» WHAT TO PRODUCE
I'd like an exact copy of every line from the start of the entries below through the line containing "Enumerate all labels, symbols", please.

» PROVIDED DATA
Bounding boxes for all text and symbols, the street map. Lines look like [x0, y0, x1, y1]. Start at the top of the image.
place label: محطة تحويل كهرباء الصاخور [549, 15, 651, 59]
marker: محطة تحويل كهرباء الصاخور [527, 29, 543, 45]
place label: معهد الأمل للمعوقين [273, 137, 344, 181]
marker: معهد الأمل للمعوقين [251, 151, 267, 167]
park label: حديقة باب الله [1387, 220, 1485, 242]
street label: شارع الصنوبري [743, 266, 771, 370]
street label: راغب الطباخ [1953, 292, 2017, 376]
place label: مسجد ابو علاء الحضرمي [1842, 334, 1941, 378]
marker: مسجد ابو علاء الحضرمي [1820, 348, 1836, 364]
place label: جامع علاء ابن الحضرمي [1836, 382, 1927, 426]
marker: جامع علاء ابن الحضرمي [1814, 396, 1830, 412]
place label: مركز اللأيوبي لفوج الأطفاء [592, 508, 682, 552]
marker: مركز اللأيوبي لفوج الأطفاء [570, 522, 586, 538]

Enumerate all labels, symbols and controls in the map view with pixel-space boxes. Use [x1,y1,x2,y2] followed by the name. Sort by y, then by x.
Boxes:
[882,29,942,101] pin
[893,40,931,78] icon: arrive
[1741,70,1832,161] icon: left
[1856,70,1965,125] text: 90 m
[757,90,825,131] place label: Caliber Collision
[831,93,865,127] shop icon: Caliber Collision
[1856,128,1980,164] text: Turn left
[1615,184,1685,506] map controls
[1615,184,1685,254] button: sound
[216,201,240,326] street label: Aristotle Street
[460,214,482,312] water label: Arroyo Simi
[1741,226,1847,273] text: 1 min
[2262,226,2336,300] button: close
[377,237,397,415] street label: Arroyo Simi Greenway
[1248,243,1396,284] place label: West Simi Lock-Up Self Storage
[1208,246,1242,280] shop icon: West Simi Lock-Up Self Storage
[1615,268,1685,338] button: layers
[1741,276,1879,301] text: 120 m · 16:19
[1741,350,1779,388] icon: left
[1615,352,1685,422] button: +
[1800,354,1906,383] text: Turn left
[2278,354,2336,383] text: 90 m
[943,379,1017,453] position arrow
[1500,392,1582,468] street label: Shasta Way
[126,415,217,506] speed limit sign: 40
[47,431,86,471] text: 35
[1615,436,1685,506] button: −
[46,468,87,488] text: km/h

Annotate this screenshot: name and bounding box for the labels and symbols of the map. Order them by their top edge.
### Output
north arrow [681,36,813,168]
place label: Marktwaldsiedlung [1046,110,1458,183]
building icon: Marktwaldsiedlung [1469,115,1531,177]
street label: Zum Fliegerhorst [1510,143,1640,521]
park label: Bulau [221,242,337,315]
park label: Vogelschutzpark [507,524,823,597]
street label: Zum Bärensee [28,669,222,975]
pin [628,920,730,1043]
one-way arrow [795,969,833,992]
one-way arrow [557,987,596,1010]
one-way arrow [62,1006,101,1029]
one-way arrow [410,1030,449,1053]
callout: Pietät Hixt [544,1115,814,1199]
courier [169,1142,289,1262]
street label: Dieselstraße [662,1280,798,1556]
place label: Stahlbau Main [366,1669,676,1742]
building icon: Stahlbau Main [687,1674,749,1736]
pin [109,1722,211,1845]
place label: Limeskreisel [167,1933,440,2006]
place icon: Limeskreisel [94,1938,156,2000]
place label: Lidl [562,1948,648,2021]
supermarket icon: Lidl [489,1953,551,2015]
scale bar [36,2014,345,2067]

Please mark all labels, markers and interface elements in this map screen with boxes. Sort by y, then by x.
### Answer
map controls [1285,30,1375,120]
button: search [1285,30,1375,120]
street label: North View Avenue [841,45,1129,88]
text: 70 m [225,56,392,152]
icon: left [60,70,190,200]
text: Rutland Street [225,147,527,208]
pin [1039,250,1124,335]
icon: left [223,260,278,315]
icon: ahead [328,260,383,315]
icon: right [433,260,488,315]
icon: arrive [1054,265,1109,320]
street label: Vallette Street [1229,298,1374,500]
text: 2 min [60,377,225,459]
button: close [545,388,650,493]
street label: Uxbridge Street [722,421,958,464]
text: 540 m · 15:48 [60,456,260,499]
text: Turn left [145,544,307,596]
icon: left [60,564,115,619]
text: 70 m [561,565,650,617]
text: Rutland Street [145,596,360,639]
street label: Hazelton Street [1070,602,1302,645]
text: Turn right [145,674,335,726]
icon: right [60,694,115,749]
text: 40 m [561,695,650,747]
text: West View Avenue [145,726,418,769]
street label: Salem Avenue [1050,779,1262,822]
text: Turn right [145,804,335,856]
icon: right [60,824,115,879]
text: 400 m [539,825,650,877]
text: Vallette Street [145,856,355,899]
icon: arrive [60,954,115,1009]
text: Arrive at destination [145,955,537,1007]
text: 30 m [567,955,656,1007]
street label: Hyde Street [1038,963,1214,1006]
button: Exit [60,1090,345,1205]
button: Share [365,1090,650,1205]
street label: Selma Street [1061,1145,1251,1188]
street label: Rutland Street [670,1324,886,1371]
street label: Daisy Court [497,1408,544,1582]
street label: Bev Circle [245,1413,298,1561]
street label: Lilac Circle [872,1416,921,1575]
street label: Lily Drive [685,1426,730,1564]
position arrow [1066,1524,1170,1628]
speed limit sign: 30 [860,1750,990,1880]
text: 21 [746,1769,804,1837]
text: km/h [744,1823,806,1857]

» EXERCISE RESULT
Bounding boxes for all text and symbols, the street map. Lines look like [x0, y0, x1, y1]. Start at the top of the image.
place label: محطة تحويل كهرباء الصاخور [549, 15, 651, 59]
marker: محطة تحويل كهرباء الصاخور [527, 29, 543, 45]
place label: معهد الأمل للمعوقين [273, 137, 344, 181]
marker: معهد الأمل للمعوقين [251, 151, 267, 167]
park label: حديقة باب الله [1387, 220, 1485, 242]
street label: شارع الصنوبري [743, 266, 771, 370]
street label: راغب الطباخ [1953, 292, 2017, 376]
place label: مسجد ابو علاء الحضرمي [1842, 334, 1941, 378]
marker: مسجد ابو علاء الحضرمي [1820, 348, 1836, 364]
place label: جامع علاء ابن الحضرمي [1836, 382, 1927, 426]
marker: جامع علاء ابن الحضرمي [1814, 396, 1830, 412]
place label: مركز اللأيوبي لفوج الأطفاء [592, 508, 682, 552]
marker: مركز اللأيوبي لفوج الأطفاء [570, 522, 586, 538]

Enumerate all labels, symbols and controls in the map view with pixel-space boxes. Use [x1,y1,x2,y2] followed by the name. Sort by y, then by x.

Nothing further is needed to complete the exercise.